Heads in the clouds


I’m at the Microsoft Mix08 show in Las Vegas with Conchango this week.

There were some interesting thoughts in the keynote presentations that kick off the conference. Apart from some pretty unveiled comments about Yahoo, Chief Software Architect, Ray Ozzie very explicitly talked about the challenges which he sees facing Microsoft in the next few years.

They basically come in just two categories:

The role of advertising

An expectation that advertising revenues online will grow from $40bn to $80bn in the next three years, Microsoft clearly wants to be part of that. That means both creating advertising models of their own and creating tools that enable developers to use Microsoft technologies to monetise their output.

The role of the web

A fairly open nod to the threat/opportunity that ‘cloud’ thinking presents for Microsoft’s traditional software, and increasingly, devices and content marketplace.

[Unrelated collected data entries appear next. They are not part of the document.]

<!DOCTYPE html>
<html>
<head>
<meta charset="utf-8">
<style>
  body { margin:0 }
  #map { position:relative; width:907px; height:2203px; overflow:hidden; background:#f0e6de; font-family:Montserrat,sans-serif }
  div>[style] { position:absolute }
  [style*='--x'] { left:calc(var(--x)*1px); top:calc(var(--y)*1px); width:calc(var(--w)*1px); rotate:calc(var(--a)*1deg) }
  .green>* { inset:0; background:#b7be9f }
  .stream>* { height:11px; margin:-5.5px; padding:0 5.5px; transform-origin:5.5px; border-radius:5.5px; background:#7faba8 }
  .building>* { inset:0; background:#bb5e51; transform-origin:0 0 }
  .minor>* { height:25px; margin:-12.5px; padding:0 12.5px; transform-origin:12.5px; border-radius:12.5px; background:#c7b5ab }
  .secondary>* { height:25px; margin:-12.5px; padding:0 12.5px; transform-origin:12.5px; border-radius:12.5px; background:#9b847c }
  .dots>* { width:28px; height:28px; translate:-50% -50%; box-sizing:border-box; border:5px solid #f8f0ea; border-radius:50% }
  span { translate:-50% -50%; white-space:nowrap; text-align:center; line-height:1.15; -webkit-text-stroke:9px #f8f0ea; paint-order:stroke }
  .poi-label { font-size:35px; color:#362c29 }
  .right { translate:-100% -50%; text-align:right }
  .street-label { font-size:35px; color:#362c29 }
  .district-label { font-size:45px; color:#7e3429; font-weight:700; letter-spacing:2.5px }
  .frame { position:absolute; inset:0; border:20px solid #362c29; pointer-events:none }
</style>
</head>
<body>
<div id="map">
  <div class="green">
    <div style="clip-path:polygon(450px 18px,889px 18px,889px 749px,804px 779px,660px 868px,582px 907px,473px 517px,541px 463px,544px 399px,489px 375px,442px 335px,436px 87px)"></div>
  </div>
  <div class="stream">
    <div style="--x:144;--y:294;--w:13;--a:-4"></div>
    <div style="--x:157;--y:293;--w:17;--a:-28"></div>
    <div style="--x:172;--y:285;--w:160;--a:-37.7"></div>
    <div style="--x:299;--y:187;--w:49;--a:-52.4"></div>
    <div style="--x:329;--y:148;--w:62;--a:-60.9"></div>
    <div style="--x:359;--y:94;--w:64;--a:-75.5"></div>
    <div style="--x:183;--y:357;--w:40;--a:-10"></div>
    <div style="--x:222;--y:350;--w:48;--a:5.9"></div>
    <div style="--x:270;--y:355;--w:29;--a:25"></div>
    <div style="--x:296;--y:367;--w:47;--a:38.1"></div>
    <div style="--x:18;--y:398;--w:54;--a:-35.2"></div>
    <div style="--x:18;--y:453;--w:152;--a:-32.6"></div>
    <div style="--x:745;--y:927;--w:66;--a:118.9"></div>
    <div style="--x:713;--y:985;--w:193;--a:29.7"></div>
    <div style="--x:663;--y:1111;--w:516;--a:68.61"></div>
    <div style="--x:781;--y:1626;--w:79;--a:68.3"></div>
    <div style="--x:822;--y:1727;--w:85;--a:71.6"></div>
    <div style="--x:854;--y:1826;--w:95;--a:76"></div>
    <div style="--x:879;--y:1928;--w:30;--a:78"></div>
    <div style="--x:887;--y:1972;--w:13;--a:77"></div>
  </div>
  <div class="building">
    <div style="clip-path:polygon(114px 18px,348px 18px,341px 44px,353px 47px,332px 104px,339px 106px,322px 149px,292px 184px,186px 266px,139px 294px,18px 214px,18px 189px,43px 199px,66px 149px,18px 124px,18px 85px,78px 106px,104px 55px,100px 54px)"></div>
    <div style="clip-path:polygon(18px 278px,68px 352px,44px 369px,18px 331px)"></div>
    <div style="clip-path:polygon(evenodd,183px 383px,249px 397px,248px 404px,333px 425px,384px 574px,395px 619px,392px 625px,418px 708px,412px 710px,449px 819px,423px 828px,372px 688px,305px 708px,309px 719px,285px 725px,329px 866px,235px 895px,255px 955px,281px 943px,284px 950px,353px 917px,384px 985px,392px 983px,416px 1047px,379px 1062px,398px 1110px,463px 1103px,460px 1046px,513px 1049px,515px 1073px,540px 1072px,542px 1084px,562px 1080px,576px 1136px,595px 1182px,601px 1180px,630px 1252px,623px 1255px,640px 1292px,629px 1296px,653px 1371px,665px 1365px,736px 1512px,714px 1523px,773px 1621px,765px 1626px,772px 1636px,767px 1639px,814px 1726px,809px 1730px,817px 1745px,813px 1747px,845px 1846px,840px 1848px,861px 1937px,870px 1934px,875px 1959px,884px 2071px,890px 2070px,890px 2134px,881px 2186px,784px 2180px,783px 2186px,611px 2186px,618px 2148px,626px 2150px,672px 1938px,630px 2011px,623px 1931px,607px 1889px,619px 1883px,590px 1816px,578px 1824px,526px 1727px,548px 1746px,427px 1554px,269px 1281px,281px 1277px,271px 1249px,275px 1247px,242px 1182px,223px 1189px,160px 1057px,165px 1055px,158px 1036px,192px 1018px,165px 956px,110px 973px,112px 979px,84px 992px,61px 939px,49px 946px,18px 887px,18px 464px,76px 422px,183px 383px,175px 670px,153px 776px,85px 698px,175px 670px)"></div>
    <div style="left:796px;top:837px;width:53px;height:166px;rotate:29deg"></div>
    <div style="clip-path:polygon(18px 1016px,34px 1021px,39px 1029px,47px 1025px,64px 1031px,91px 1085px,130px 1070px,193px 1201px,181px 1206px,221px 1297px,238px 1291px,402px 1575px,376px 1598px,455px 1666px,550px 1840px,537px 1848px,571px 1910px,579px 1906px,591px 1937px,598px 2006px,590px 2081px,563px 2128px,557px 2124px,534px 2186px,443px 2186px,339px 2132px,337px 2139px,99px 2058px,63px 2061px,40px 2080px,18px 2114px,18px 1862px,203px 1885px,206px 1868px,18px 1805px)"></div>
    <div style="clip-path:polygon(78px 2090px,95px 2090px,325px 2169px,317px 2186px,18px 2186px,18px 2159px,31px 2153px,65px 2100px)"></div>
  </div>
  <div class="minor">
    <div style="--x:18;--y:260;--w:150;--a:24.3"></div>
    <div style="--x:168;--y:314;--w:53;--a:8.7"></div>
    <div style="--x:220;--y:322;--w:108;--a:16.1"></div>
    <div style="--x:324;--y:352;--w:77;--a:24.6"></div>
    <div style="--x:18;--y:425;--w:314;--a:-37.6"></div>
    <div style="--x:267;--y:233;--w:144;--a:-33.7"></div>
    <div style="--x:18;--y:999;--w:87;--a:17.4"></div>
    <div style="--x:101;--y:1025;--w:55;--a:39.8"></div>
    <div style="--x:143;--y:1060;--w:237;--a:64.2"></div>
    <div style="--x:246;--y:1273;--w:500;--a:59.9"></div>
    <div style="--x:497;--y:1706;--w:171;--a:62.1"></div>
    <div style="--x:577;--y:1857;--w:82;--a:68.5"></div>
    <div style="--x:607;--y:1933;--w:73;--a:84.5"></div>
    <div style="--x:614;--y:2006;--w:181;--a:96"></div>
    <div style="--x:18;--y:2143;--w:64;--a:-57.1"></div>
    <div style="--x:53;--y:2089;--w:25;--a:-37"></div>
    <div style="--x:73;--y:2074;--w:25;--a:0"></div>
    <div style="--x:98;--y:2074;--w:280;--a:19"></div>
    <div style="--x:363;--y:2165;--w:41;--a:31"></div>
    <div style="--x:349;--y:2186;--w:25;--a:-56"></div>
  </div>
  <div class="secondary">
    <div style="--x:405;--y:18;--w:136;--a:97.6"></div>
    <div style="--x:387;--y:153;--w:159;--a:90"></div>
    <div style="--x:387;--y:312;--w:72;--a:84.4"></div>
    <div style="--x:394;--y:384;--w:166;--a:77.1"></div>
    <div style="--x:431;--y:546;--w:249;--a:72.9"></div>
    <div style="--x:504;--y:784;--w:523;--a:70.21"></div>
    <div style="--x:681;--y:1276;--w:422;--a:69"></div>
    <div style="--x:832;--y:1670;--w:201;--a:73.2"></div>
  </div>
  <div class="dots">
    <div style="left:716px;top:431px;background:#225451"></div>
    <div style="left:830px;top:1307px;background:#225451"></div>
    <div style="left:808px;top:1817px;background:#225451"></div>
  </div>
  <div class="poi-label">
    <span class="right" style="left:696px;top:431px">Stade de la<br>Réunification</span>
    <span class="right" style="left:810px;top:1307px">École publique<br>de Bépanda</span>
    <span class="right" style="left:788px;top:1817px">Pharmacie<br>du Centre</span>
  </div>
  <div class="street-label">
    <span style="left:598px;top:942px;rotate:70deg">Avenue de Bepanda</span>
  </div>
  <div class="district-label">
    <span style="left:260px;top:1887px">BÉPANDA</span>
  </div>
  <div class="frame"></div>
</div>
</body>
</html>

He walked through the practical implications of this for Microsoft’s key business areas

1. For personal

The development of connect frameworks (over the net) for keeping devices (‘device mesh’) synched and updated (side loading), and from there, enabling social connections / self expression, from the basis of either entertainment or gaming (‘social mesh’).

2. For business

The drive is from the basic data centre approach, through ‘utility computing’ using virtualisation to distribute and enable services away from the single ‘application’ server approach, and finally to move on to cloud computing.

3. For Developers and designers

Of course the paradigms above – cloud computing from a consumer point of view, cloud computing from an enterprise deployment point of view and developing for a range of different, interlinked devices, will have significant impacts on how developers will have work, how they will learn to design architectures and software.

Ozzie then went through Microsoft’s offering’s across these five areas, although at this point, Vista decided to do a number on me so you’ll have to watch the video for that I’m afraid.

  1. Connected business
  2. Connected entertainment
  3. Connected productivity
  4. Connected devices
  5. Connected development

The remainder of the presentation was led by Scott Guthrie who ran through the features of today’s key releases: IE 8, Silverlight, and some new features and performance improvements to be added to Windows Presentation Foundation (WPF) later in the year.

Dean Hachamovitch (top) came on to present IE. The headlines are that IE8 will make a serious attempt to realign with core interoperability standards, and a step towards HTML 5, as well as incorporating some very interesting atomisation features. Even to the extent that it will render some pages which work well in IE7, IE8 will behave like Firefox and Safari(although a sort of IE7 quirks mode can be forced with a meta tag). This, unsurprisingly was very popular with today’s primarily developer audience who currently have to create various hacks or multiple style sheets to achieve consistent output. Promises of performance improvements (in page rendering etc) also went down well.

The nods to HTML 5 are better handling of the back button for Ajax style interfaces, connection awareness in the DOM (so different action can be taken for offline pages), and DOM storage (the ability to store data locally). All looking good. Also good, although not ground breaking were built-in developer tools.

The next two items however (about 45 minutes into the key note), were more interesting. They’re interesting in part because they provide rich frameworks for ‘atomising’ content and function; and in part because they are very serious efforts by the software giant to create new but open standards (and have been licensed as such).

The first is Activities – the ability for developers to create custom in page functions for acting on in-page content, for example, by looking up a location on website, finding a product on Ebay, searching for terms in Google.

The second piece is ‘Webslices’, a simple mark-up framework for developers to syndicate page areas which then appears in small pop up windows in IE. Nice stuff, and it will be fascinating to see if Mozilla takes it on board or tries to make their own. 

For Silverlight we got a raft of improvements:

  • Adaptive streaming
  • Flexible settings for progressive download
  • Integration with CDN and Server 2008
  • New, skinnable controls
  • Fully working CLR
  • Databinding
  • Unit testing framework
  • Cross-domain capabilities
  • Strong networking features
  • Integration of Seadragon (a powerful image zoom and progressive loading technology – see http://memorabilia.hardrock.com)

We also saw a number of sites who’ve already adopted the technology, most notably a very compelling demo of what NBC is planning for the Olympic Games coverage this year.

The Olympics section is (about 1h20m in) well worth a watch. The new site is set to include picture in picture, live and on-demand across 22,000 hours and 25 sports, visual search and browse, pre-roll ads.

A number of the other features and applications are demonstrated too, mostly in a pretty convincing way.

The last piece was Silverlight on mobile. The announcement being that Nokia will include it on some symbian phones – and it is already part of the mobile platform.

As it always seems to be it’s early days for mobile, but it’s true to say that they have made it work, although details were a little scarce, as were any features of the demo that really added value which couldn’t have been done in HTML.